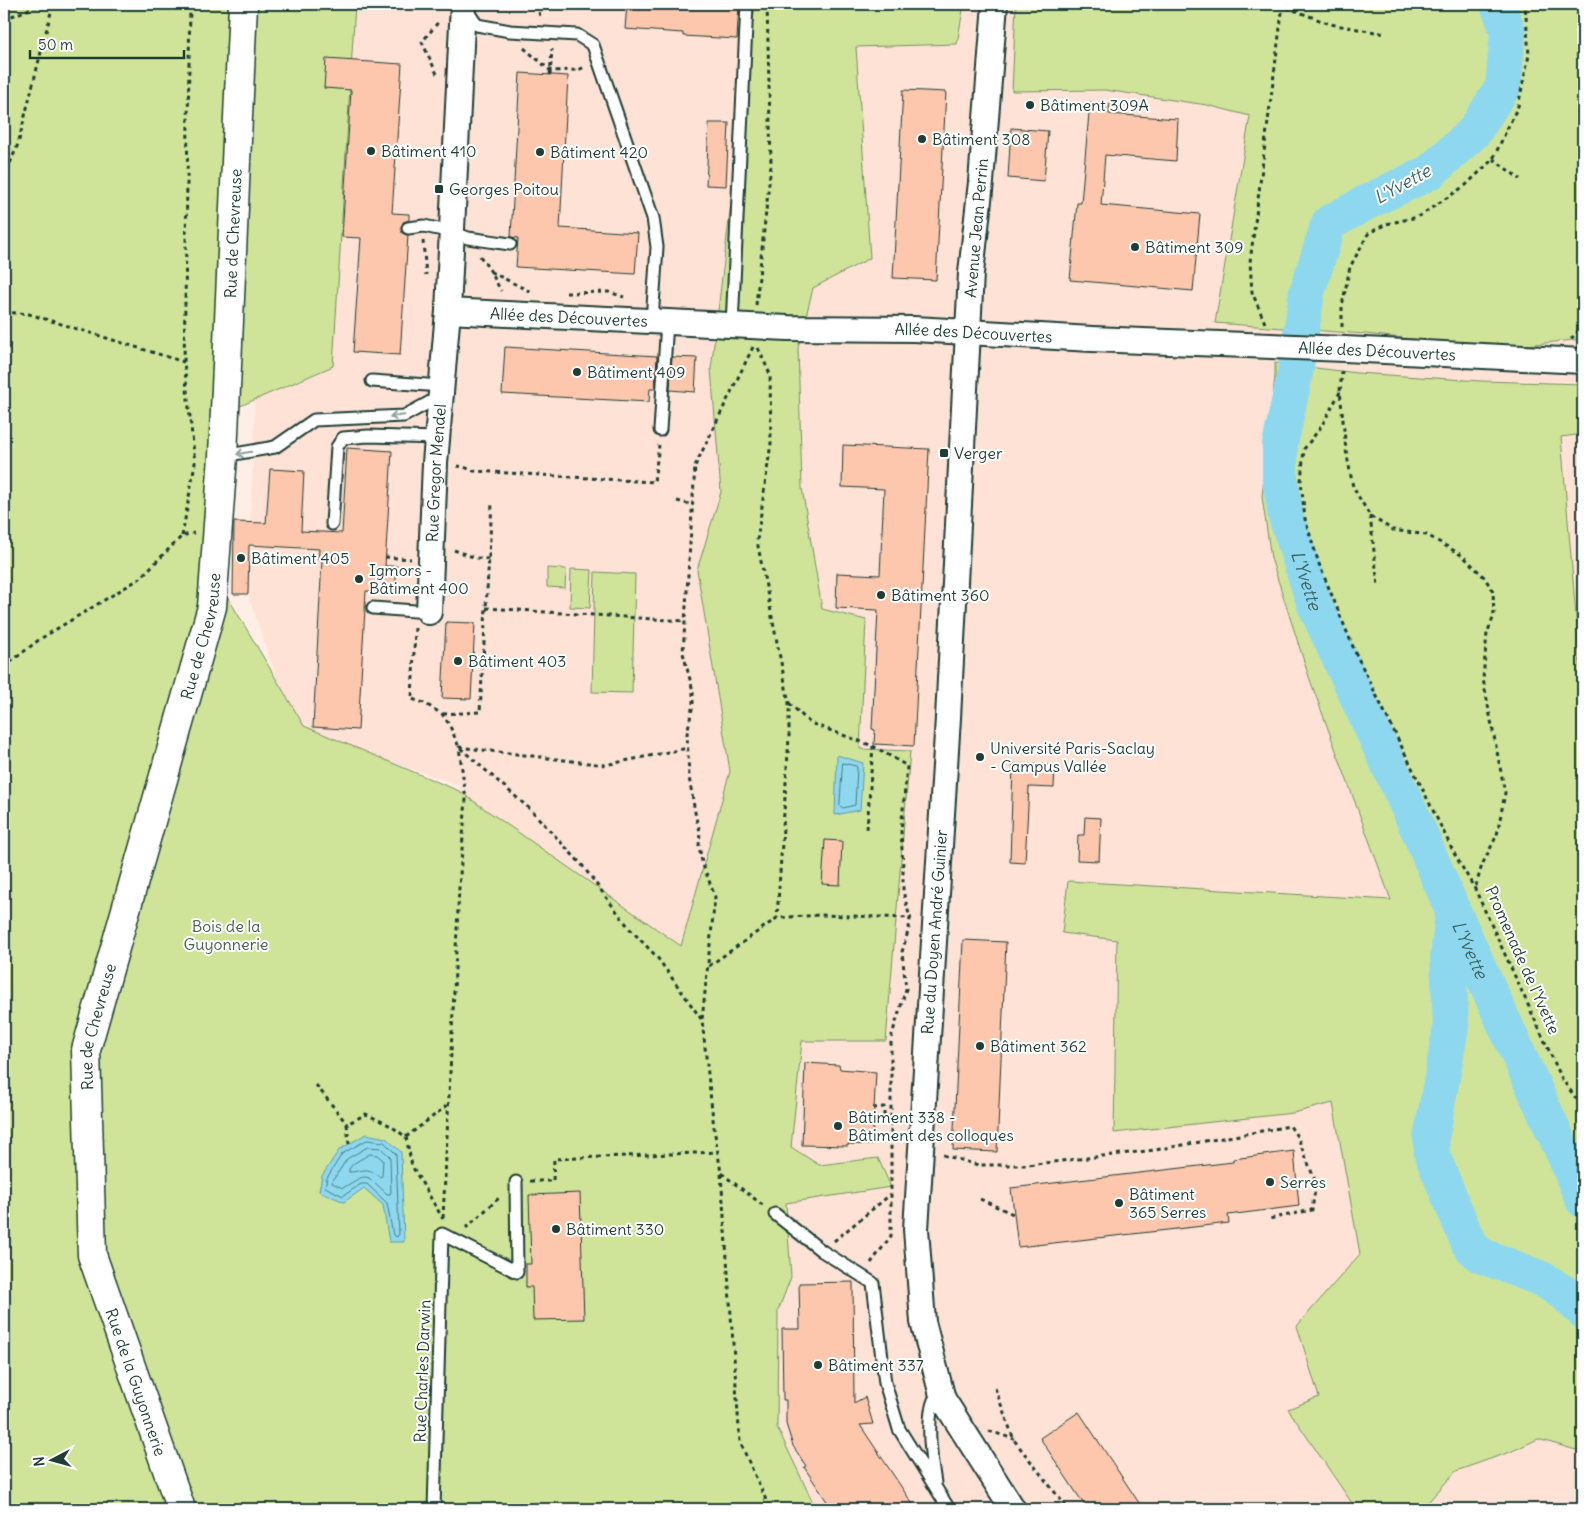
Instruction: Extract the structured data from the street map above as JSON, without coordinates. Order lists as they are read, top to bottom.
{
  "streets": {
    "street": [
      "Avenue Jean Perrin",
      "Rue de Chevreuse",
      "Allée des Découvertes",
      "Rue Gregor Mendel",
      "Rue du Doyen André Guinier",
      "Rue de la Guyonnerie"
    ],
    "lane": ["Rue Charles Darwin"],
    "path": ["Promenade de l'Yvette"]
  },
  "crossings": [
    ["Avenue Jean Perrin", "Allée des Découvertes"],
    ["Avenue Jean Perrin", "Rue du Doyen André Guinier"],
    ["Rue de Chevreuse", "Rue de la Guyonnerie"],
    ["Allée des Découvertes", "Rue du Doyen André Guinier"]
  ],
  "water": ["L'Yvette"],
  "parks": ["Bois de la Guyonnerie"],
  "places": {
    "other": [
      "Bâtiment 309A",
      "Bâtiment 308",
      "Bâtiment 410",
      "Bâtiment 420",
      "Bâtiment 309",
      "Bâtiment 409",
      "Bâtiment 405",
      "Igmors - Bâtiment 400",
      "Bâtiment 360",
      "Bâtiment 403",
      "Université Paris-Saclay - Campus Vallée",
      "Bâtiment 362",
      "Bâtiment 338 - Bâtiment des colloques",
      "Serres",
      "Bâtiment 365 Serres",
      "Bâtiment 330",
      "Bâtiment 337"
    ],
    "transit": ["Georges Poitou", "Verger"]
  },
  "scale_bar": "50 m",
  "north": "left"
}
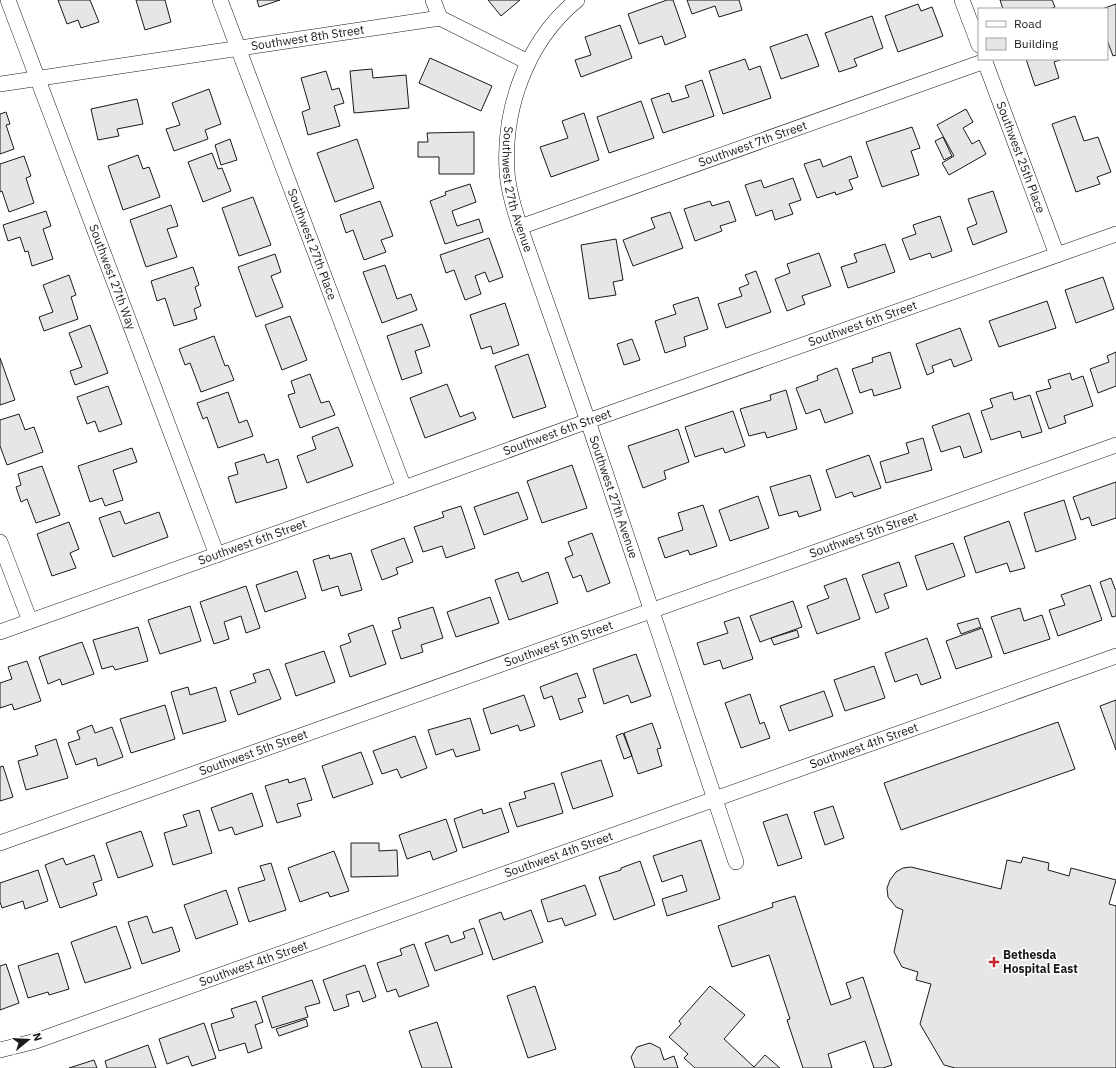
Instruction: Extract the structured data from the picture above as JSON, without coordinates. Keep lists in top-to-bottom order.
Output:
{
  "streets": {
    "street": [
      "Southwest 8th Street",
      "Southwest 7th Street",
      "Southwest 25th Place",
      "Southwest 27th Avenue",
      "Southwest 27th Place",
      "Southwest 27th Way",
      "Southwest 6th Street",
      "Southwest 5th Street",
      "Southwest 4th Street"
    ]
  },
  "crossings": [
    ["Southwest 8th Street", "Southwest 27th Place"],
    ["Southwest 8th Street", "Southwest 27th Way"],
    ["Southwest 7th Street", "Southwest 25th Place"],
    ["Southwest 7th Street", "Southwest 27th Avenue"],
    ["Southwest 25th Place", "Southwest 6th Street"],
    ["Southwest 27th Avenue", "Southwest 6th Street"],
    ["Southwest 27th Avenue", "Southwest 5th Street"],
    ["Southwest 27th Avenue", "Southwest 4th Street"],
    ["Southwest 27th Place", "Southwest 6th Street"],
    ["Southwest 27th Way", "Southwest 6th Street"]
  ],
  "places": {
    "health": ["Bethesda Hospital East"]
  },
  "legend": ["Road", "Building"],
  "north": "right"
}
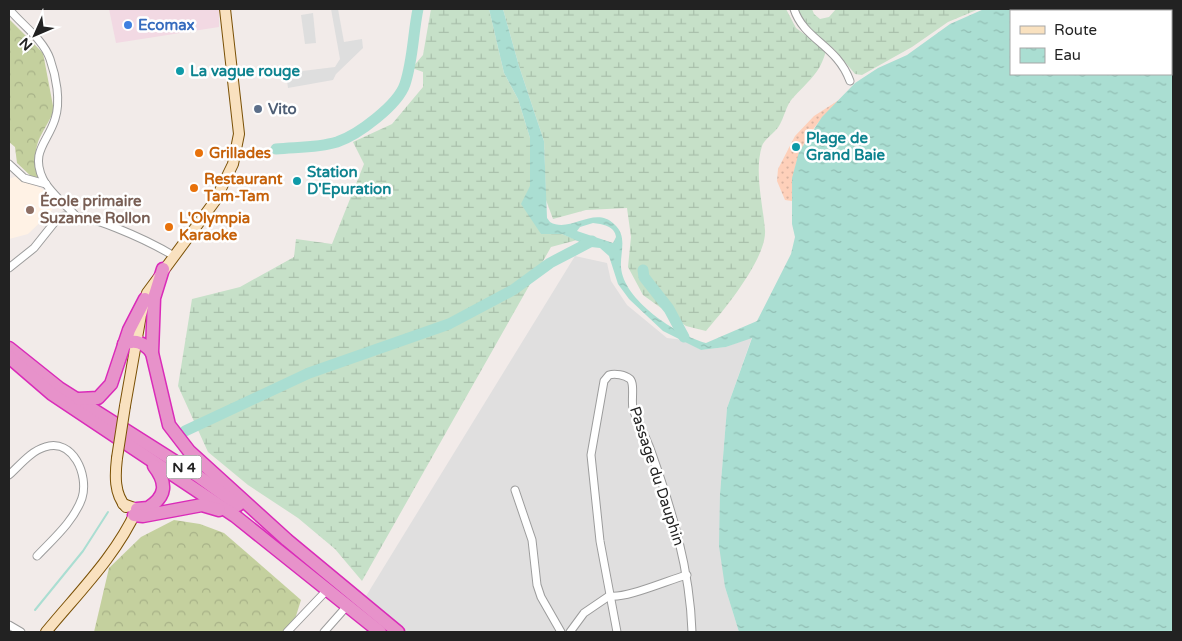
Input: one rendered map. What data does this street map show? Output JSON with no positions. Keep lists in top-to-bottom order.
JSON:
{
  "streets": {
    "highway": ["N 4"],
    "street": ["Passage du Dauphin"]
  },
  "places": [
    "Ecomax",
    "La vague rouge",
    "Vito",
    "Plage de Grand Baie",
    "Grillades",
    "Station D'Epuration",
    "Restaurant Tam-Tam",
    "École primaire Suzanne Rollon",
    "L'Olympia Karaoke"
  ],
  "legend": ["Route", "Eau"],
  "north": "bottom left"
}
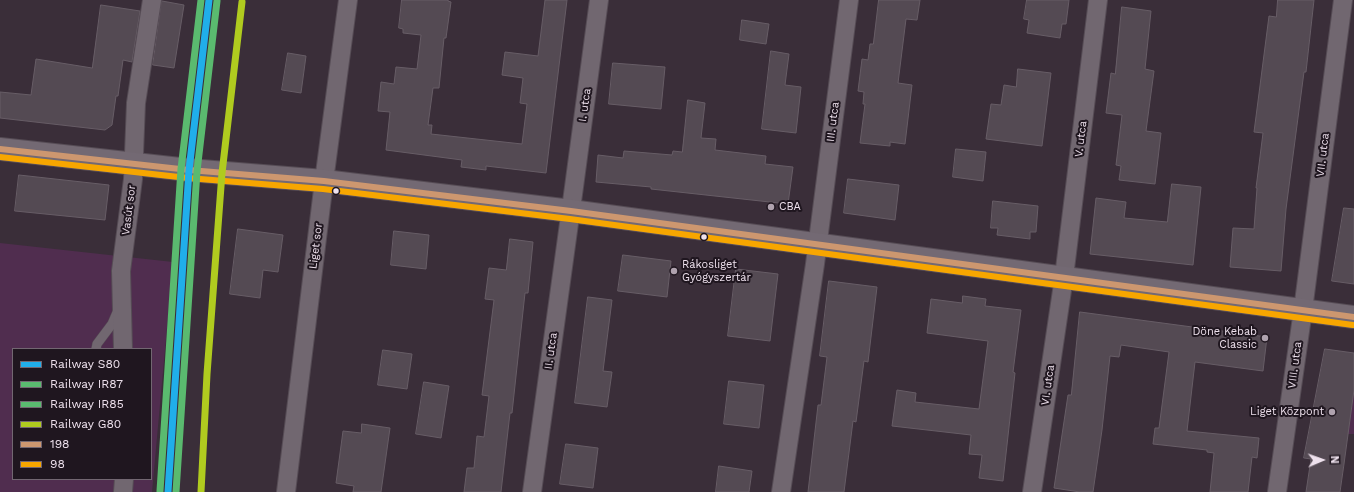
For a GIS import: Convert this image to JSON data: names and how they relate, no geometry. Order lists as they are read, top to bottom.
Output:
{
  "streets": {
    "street": [
      "I. utca",
      "III. utca",
      "V. utca",
      "VII. utca",
      "Vasút sor",
      "Liget sor",
      "II. utca",
      "VIII. utca",
      "VI. utca"
    ]
  },
  "crossings": [
    ["I. utca", "II. utca"],
    ["V. utca", "VI. utca"],
    ["VII. utca", "VIII. utca"]
  ],
  "places": [
    "CBA",
    "Rákosliget Gyógyszertár",
    "Döne Kebab Classic",
    "Liget Központ"
  ],
  "lines": [
    "rail line S80",
    "rail line IR85",
    "rail line IR87",
    "rail line G80",
    "transit line 198",
    "transit line 98"
  ],
  "legend": [
    "Railway S80",
    "Railway IR87",
    "Railway IR85",
    "Railway G80",
    "198",
    "98"
  ],
  "north": "right"
}
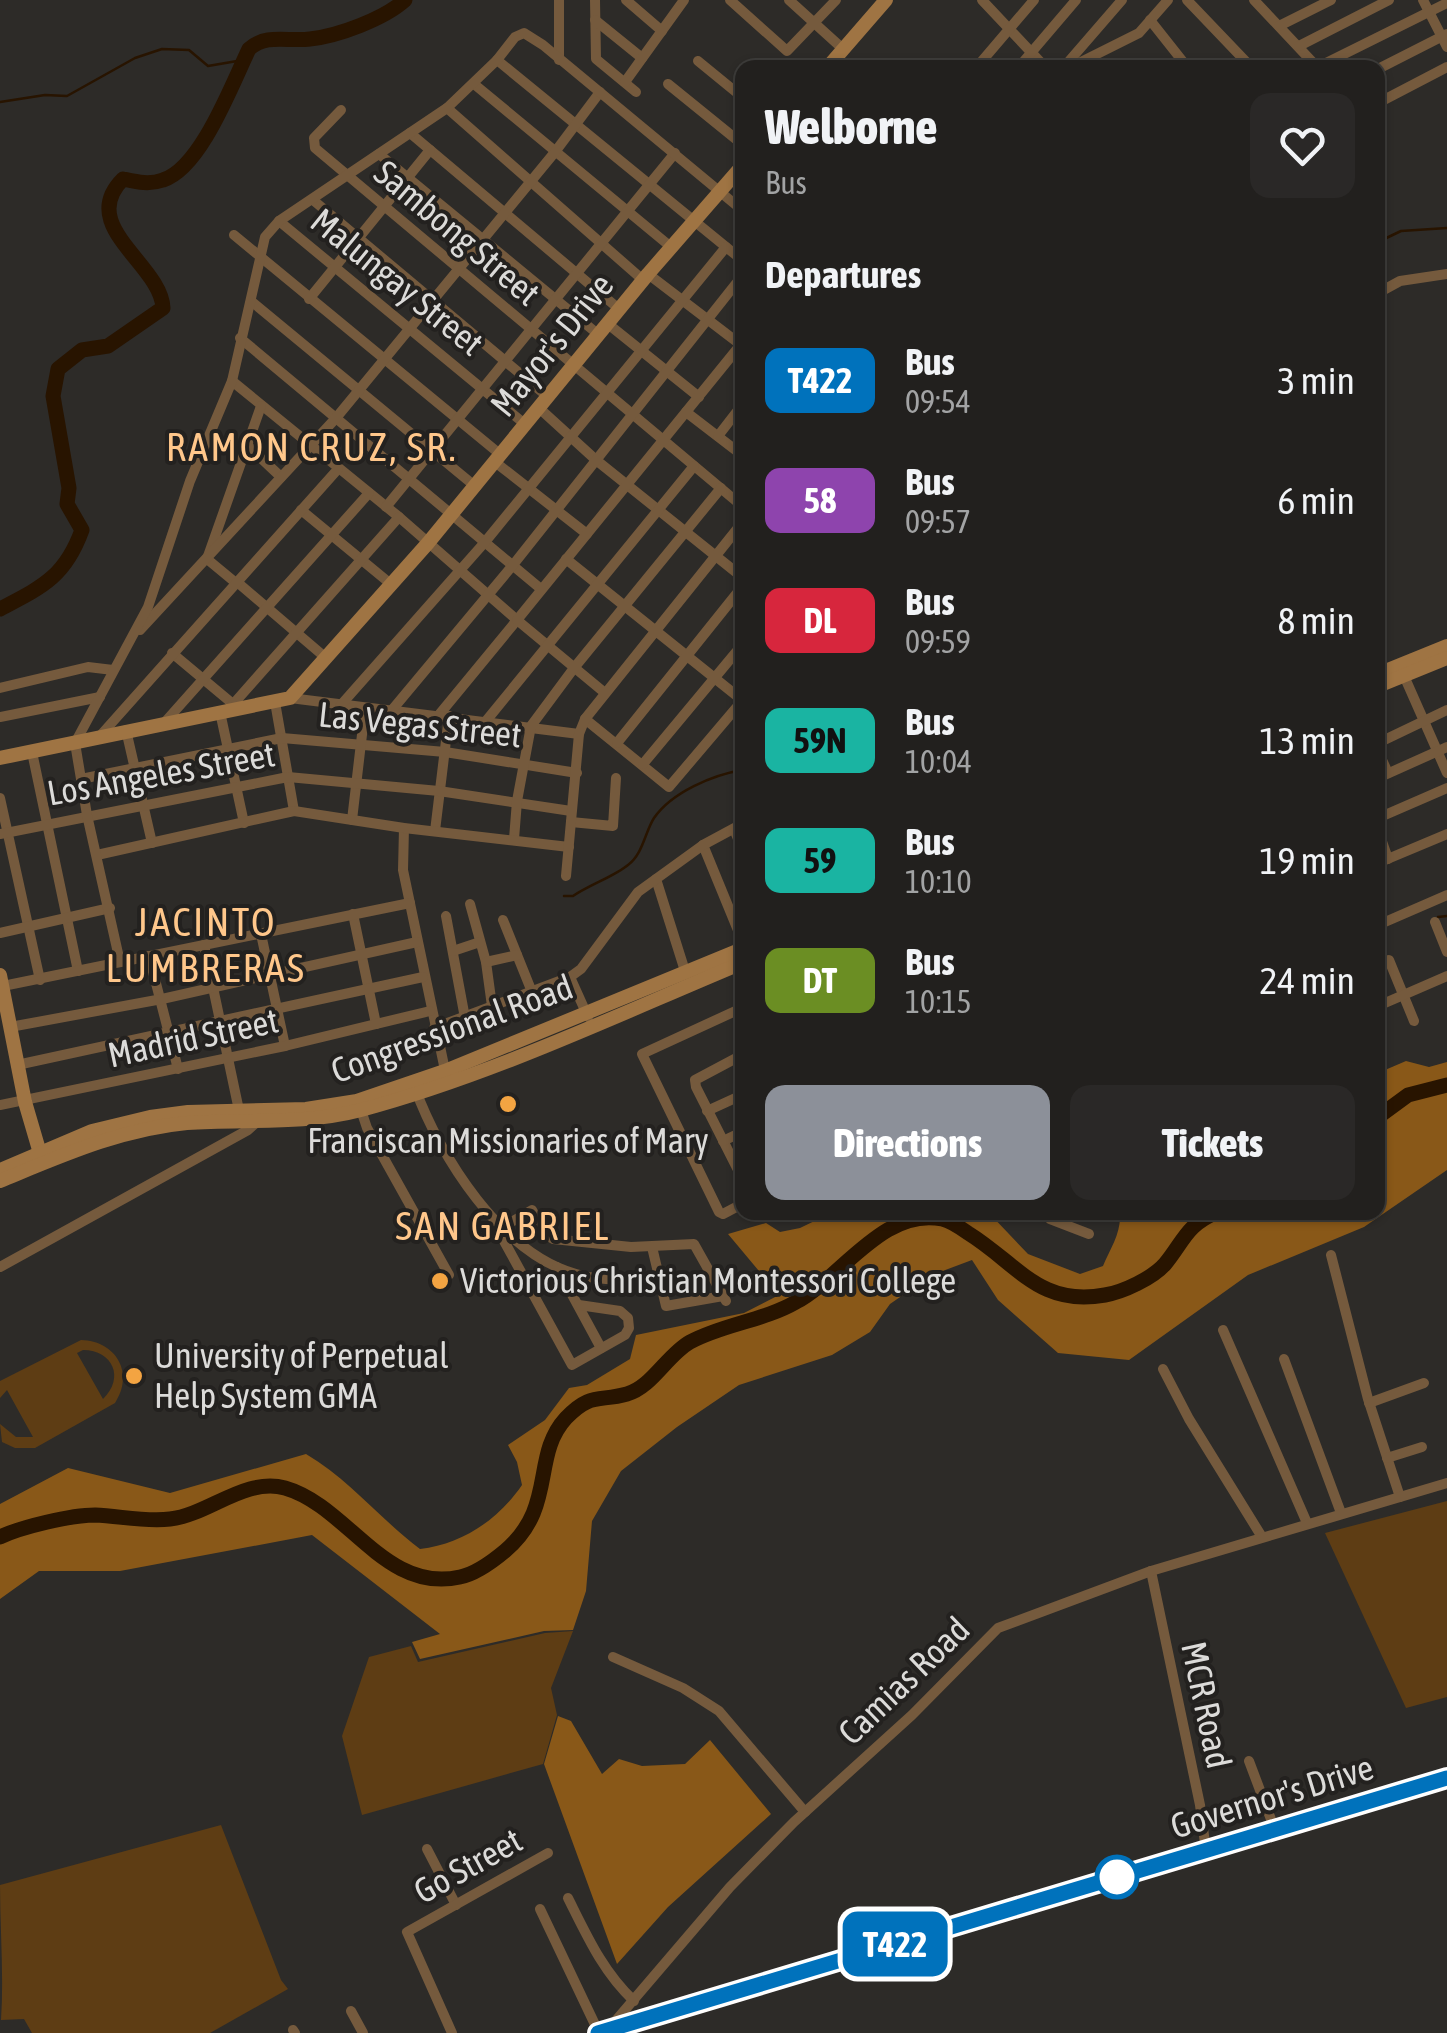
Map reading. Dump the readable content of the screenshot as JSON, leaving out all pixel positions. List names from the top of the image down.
==*==
Work task: Whenever a line of the data above includes the word "names", copy that line.

Solution:
For a GIS import: Convert this image to JSON data: names and how they relate, no geometry. Order lists as they are read, top to bottom.
Map reading. Dump the readable content of the screenshot as JSON, leaving out all pixel positions. List names from the top of the image down.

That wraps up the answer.